Follow on question to this, answered negatively by Thomas Lumley. We reprint it here for convenience.
In this SE question, it is stated that there is a central limit theorem for the sample median, namely
$$ \sqrt{n}(Y_n - m) \xrightarrow{d} N(0, [2f(m)]^{-2}), $$
as $n\to\infty$ where
- $Y_n$ is the sample median from $n$ iid samples,
- $m$ is the population median,
- $f$ is the PDF (assumed to exist) of the distribution we're sampling from.
If I'm not mistaken, this result holds even if the original distribution doesn't have finite variance (e.g. the Cauchy distribution).
Is it necessarily true that the variances converge? I.e that
$$ nE[(Y_n-m)^2] \to [2f(m)]^{-2}? $$
As answered in the linked question, the answer is no. Let $F$ be the CDF of the distribution.

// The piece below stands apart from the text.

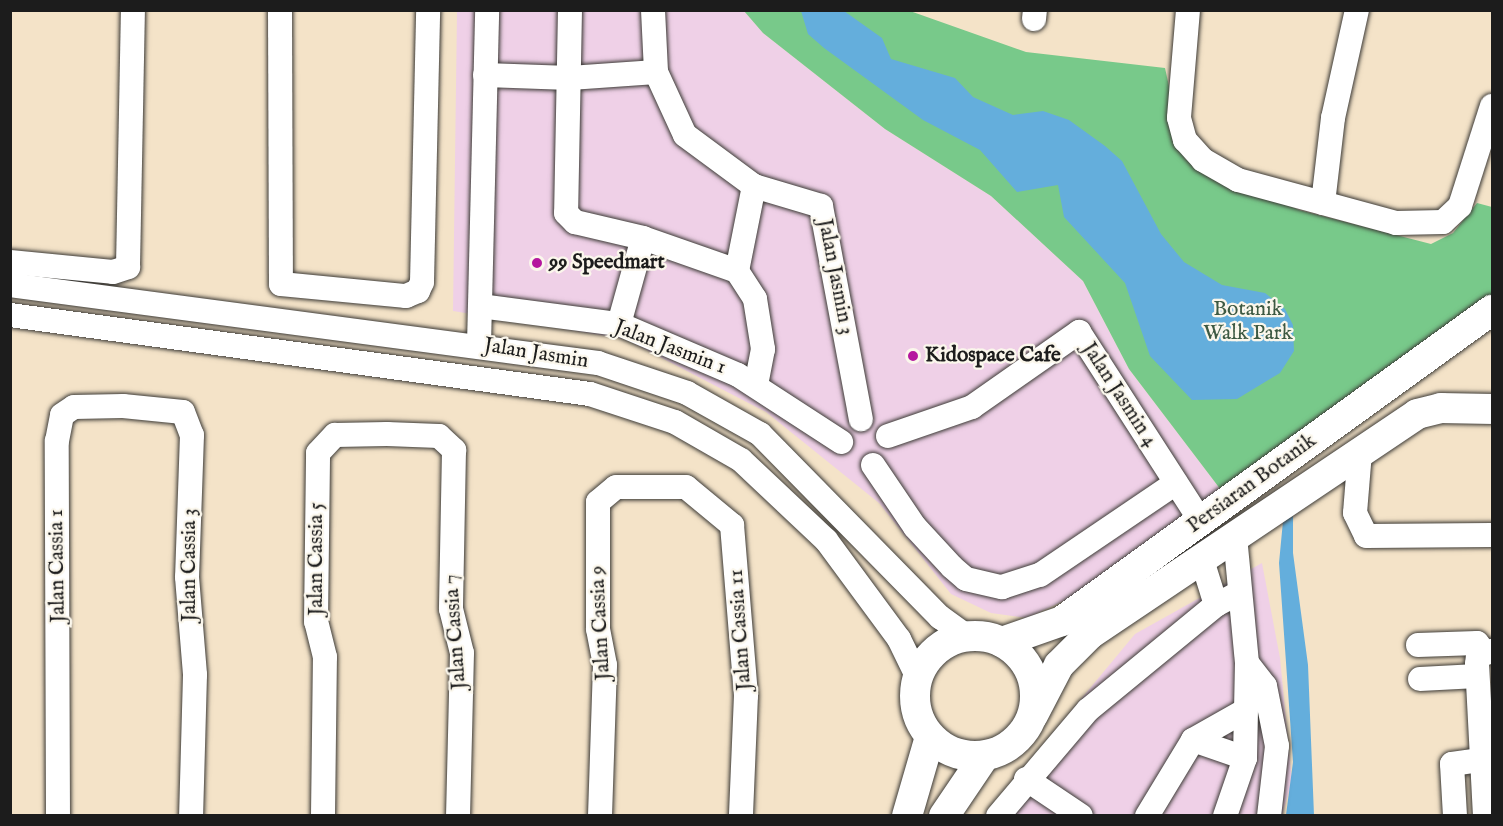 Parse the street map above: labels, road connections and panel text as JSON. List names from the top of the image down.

First, note that the PDF of the sample median is
$$ f_{Y_{2k+1}}(x) = (2k+1) \binom{2k}{k} F(x)^k (1-F(x))^k f(x). $$
Thomas Lumley's counterexample is a distribution whose CDF $F$ looks like the following.

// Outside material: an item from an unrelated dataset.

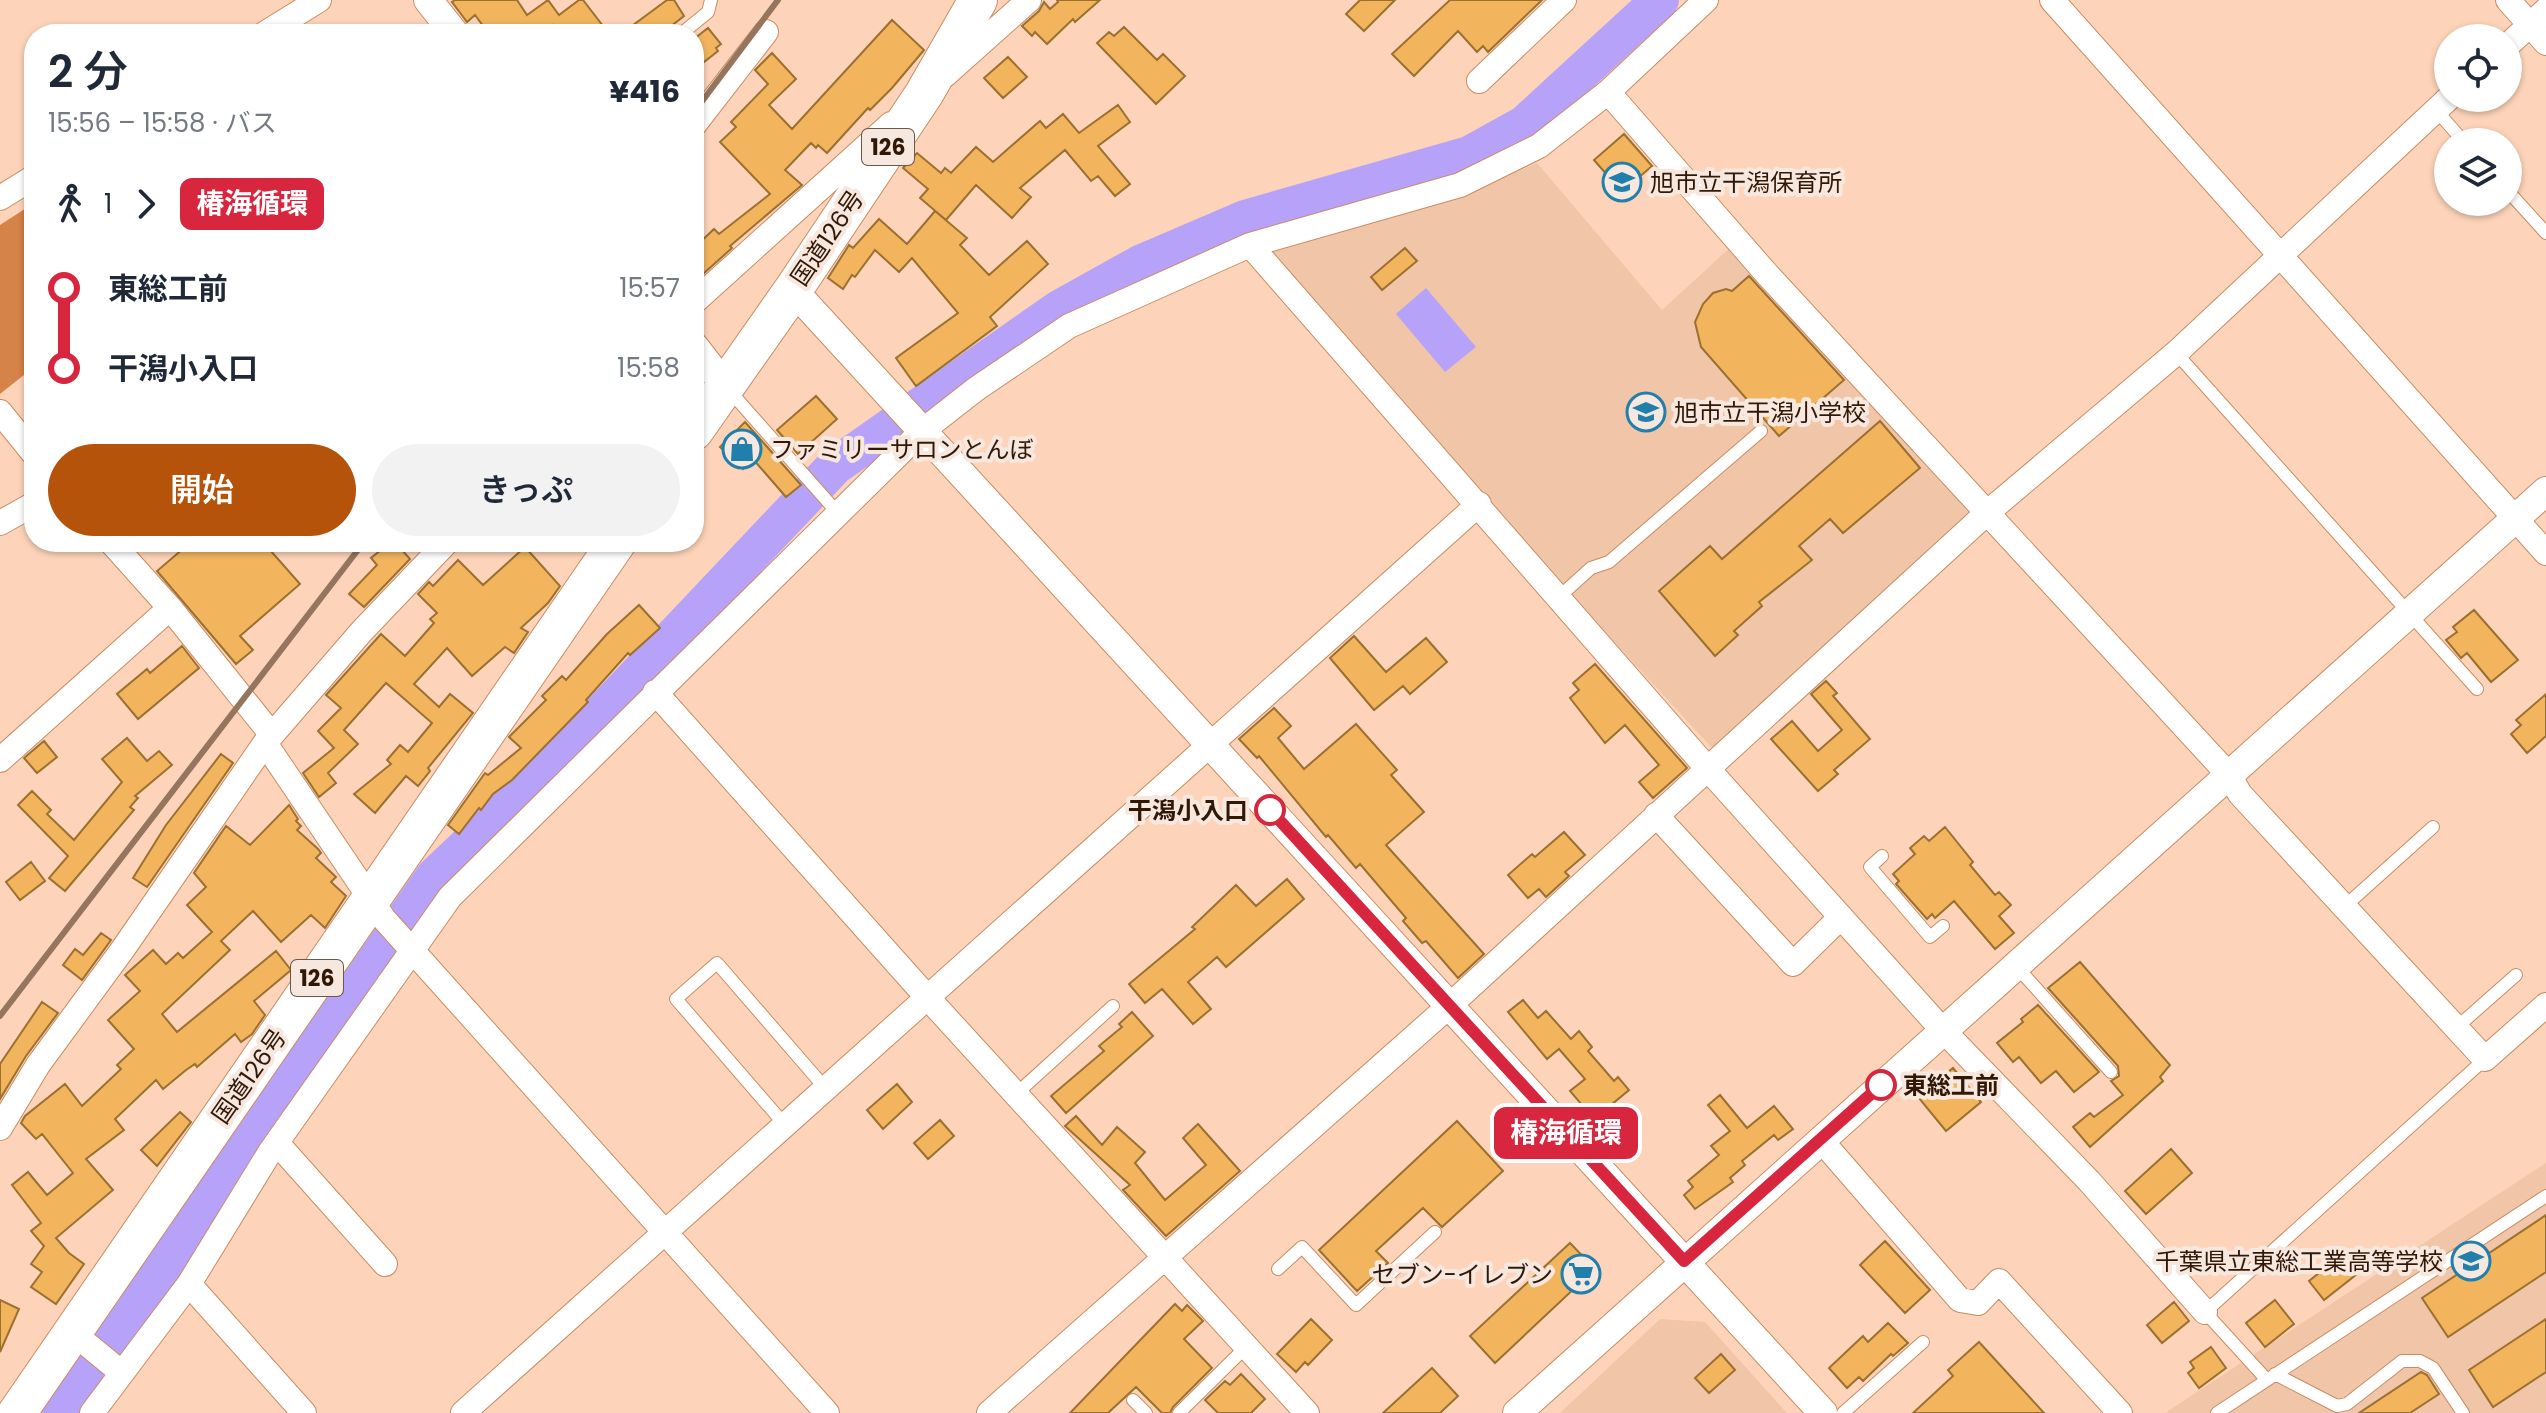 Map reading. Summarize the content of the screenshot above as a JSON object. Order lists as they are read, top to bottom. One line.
{"streets":{"highway":["126","国道126号"]},"places":{"school or university":["旭市立干潟保育所","旭市立干潟小学校","千葉県立東総工業高等学校"],"shop":["ファミリーサロンとんぼ"],"other":["干潟小入口","東総工前"],"supermarket":["セブン-イレブン"]},"lines":["bus line 椿海循環"],"page":{"on_map":"椿海循環","heading":["2 分","15:56 – 15:58 · バス","¥416"],"legs":["1","椿海循環"],"list":[{"name":"東総工前","value":"15:57"},{"name":"干潟小入口","value":"15:58"}],"buttons":["開始","きっぷ"]}}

$$ F(x) \overset{x\to -\infty}{\sim} \frac{1}{\log |x|} \\ 1-F(x) \overset{x\to \infty}{\sim} \frac{1}{\log |x|}. $$
In this case, the second moment of $Y_{2k+1}$ looks like the following.
$$ \begin{align*} E[Y_{2k+1}^2] &= \int_{-\infty}^\infty x^2f_{Y_{2k+1}}(x) \mathrm{d}x \\ &= C\int_{-\infty}^\infty x^2 F(x)^k (1-F(x))^k f(x) \mathrm{d}x \\ &= C\int_{-\infty}^\infty x^2 F(x)^k (1-F(x))^k f(x) \mathrm{d}x. \end{align*} $$
this will be infinite for all $k$, from which the negative result follows.
My follow up question is: if we add the extra constraint that the CDF $F$ satisfies
$$ F(x) \overset{x\to-\infty}{=} o(|x|^{-\epsilon}) \\ 1-F(x) \overset{x\to\infty}{=} o(|x|^{-\epsilon}) \\ $$
for some $\epsilon>0$ (that is, the CDF approaches infinity polynomialy), is it now true that the variances converge?
As a particular case, is true for a Cauchy distribution?